** Work instructions **
Lines with "rule" in them are to be located in the listing below and copied.
>>>>
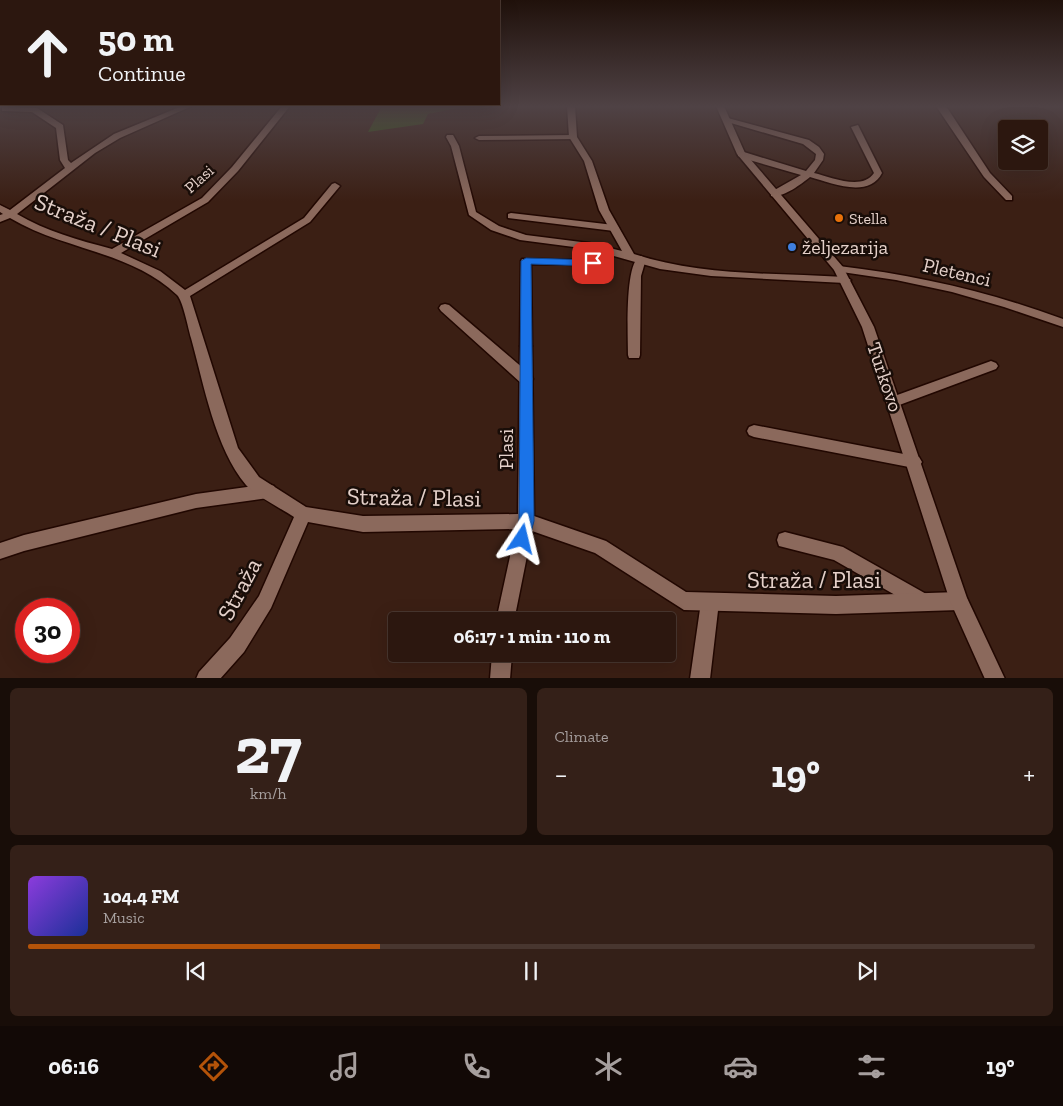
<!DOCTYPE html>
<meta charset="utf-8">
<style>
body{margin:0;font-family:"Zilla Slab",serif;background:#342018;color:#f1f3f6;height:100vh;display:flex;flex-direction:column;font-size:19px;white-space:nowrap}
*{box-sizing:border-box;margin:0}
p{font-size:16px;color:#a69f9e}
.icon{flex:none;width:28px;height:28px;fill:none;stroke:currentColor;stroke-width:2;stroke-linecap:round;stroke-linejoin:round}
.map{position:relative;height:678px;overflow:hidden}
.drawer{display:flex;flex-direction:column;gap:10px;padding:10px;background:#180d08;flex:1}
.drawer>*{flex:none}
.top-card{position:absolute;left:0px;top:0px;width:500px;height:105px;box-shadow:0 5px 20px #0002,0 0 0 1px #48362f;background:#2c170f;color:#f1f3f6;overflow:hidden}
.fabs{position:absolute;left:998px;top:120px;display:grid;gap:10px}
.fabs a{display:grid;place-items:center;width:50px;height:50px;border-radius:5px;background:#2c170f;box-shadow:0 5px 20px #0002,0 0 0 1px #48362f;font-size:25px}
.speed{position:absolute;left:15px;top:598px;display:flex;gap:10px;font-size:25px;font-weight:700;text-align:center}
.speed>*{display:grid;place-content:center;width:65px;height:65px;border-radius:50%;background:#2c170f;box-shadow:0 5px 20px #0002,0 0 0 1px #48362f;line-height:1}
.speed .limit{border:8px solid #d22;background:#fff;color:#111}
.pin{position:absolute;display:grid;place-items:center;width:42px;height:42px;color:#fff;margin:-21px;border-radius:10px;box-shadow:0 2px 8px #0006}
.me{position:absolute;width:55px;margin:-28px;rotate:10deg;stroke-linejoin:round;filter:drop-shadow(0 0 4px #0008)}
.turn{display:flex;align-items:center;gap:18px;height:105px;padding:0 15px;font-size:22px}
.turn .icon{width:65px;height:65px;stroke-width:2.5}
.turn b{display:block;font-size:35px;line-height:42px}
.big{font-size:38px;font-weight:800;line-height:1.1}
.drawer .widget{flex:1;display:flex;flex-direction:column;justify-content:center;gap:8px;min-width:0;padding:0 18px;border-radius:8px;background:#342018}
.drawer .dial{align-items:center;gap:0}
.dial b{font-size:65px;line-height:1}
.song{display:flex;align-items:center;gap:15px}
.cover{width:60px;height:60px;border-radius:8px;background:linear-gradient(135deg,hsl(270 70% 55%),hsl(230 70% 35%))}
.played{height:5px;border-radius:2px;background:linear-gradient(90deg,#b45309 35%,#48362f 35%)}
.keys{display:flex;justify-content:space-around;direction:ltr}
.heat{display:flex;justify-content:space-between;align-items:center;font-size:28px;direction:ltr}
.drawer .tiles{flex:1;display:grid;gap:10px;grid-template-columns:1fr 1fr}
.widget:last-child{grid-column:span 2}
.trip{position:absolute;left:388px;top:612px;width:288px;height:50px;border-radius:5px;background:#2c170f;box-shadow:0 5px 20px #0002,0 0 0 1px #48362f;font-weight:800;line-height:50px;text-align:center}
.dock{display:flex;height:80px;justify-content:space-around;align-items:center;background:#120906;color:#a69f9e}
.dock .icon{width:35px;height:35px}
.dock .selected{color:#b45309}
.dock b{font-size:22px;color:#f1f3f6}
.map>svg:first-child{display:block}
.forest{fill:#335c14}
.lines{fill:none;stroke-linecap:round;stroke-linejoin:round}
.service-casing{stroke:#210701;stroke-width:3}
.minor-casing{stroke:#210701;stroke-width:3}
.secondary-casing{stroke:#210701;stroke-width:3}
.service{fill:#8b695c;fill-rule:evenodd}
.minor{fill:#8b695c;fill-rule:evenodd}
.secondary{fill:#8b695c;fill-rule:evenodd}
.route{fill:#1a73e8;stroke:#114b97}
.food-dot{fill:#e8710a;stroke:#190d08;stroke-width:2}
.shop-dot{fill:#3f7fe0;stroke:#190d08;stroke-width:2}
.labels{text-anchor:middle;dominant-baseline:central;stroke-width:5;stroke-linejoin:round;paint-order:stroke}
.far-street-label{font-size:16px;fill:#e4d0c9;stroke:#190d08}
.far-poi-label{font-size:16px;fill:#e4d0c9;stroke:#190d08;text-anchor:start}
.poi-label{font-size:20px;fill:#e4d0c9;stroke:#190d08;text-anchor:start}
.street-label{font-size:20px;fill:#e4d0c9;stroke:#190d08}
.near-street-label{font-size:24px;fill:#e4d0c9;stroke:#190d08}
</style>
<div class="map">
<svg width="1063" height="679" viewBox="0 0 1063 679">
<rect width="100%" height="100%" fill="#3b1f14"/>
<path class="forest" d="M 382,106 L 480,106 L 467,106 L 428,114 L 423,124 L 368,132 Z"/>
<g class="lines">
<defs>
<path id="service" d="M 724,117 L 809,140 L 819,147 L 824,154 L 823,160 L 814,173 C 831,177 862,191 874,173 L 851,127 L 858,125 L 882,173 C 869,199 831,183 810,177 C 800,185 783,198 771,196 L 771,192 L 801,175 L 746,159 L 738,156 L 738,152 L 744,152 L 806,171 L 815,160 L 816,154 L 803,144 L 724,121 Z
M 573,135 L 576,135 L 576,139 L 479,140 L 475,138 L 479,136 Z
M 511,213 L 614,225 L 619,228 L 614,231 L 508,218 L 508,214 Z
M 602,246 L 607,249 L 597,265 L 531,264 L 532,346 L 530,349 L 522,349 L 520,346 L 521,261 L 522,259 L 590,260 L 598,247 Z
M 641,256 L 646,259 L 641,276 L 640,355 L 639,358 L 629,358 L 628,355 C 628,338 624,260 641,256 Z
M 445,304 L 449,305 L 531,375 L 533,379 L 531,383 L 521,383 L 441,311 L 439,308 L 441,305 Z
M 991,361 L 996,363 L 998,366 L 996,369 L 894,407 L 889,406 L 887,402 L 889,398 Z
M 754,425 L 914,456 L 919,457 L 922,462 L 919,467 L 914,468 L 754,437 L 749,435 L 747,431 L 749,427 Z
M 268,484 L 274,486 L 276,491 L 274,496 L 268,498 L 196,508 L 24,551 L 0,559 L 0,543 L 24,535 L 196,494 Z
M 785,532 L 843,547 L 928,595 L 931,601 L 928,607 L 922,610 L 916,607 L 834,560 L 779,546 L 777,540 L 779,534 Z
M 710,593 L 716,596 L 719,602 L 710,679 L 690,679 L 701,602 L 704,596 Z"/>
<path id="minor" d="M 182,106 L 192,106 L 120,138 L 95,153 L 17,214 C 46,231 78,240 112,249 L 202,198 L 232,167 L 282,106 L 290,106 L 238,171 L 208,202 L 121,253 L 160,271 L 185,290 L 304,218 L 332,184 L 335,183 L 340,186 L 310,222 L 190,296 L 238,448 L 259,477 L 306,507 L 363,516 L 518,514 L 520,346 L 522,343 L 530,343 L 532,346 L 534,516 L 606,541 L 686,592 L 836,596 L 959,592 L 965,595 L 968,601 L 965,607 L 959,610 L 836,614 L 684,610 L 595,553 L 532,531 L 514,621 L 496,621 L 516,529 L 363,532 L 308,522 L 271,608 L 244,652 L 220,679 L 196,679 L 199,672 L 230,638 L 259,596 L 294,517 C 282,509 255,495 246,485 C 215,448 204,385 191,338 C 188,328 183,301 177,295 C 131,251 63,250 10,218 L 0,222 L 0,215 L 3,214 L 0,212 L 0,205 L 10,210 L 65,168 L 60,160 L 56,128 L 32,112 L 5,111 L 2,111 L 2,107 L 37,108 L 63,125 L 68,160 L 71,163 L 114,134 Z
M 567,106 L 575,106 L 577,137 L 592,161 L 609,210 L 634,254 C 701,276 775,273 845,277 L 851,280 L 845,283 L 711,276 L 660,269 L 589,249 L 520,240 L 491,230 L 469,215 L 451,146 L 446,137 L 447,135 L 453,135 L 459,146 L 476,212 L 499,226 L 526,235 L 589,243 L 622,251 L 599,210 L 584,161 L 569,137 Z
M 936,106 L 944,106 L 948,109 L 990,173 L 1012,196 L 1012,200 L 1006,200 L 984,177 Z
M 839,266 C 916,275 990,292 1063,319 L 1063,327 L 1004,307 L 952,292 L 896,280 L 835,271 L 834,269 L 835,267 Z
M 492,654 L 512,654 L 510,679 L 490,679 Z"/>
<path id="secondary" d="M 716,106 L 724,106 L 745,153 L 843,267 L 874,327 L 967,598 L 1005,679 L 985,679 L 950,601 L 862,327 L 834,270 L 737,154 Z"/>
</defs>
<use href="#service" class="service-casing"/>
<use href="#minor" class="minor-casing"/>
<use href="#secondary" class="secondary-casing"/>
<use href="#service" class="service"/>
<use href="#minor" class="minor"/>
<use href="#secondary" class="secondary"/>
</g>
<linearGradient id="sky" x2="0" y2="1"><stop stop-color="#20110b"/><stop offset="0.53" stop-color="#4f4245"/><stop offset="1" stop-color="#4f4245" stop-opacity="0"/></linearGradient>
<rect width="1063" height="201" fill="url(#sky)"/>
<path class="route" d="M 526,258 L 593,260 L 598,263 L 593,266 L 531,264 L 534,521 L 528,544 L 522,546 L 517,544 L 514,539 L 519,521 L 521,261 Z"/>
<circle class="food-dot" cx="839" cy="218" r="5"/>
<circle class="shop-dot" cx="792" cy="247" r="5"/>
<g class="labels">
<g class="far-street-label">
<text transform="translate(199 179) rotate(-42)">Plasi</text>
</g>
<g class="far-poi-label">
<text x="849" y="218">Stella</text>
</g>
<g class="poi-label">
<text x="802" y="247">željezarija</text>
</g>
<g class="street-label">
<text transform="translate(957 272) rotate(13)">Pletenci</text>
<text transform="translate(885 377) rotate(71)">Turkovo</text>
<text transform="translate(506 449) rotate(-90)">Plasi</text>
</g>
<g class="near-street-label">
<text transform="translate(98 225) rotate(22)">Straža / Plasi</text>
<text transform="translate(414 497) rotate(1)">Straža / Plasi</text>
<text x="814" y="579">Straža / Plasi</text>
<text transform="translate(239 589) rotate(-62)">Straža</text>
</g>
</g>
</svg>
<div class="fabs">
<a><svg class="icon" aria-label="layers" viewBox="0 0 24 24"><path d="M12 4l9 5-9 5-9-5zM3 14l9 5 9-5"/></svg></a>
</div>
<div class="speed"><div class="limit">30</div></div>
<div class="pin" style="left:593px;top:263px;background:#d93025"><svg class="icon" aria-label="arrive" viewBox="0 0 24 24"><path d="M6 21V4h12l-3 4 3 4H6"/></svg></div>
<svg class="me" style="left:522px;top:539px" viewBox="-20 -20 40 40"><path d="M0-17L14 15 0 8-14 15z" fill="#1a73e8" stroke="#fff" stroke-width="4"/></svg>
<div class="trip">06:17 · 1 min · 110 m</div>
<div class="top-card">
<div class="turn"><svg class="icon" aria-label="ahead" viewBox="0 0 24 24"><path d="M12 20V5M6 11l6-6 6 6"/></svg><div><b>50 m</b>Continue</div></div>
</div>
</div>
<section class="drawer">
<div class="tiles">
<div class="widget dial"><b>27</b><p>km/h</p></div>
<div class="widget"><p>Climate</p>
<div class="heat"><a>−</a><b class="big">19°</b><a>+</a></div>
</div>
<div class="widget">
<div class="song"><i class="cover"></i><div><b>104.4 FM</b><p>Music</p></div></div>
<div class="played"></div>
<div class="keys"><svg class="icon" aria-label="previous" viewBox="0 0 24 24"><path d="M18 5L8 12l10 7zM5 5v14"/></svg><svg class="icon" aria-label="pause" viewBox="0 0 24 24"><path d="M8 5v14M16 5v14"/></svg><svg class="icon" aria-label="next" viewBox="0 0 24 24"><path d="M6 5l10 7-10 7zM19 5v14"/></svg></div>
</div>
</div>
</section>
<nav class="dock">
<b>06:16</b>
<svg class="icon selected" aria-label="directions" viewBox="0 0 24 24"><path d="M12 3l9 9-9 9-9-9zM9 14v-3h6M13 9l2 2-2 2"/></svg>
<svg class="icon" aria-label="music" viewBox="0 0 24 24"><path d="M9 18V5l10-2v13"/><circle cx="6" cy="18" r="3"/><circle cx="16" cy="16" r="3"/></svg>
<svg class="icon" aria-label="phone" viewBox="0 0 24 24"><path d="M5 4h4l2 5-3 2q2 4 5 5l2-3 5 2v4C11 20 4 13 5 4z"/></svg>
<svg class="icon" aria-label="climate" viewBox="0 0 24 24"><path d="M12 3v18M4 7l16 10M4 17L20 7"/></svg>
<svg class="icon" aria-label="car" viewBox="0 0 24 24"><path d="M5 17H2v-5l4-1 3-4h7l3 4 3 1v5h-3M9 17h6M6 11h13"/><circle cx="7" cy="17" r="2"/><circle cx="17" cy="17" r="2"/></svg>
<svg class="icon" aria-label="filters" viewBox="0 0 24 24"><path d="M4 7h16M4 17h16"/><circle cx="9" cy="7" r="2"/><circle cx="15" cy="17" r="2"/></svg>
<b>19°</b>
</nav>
<<<<
** Reply to the exercise **
.service{fill:#8b695c;fill-rule:evenodd}
.minor{fill:#8b695c;fill-rule:evenodd}
.secondary{fill:#8b695c;fill-rule:evenodd}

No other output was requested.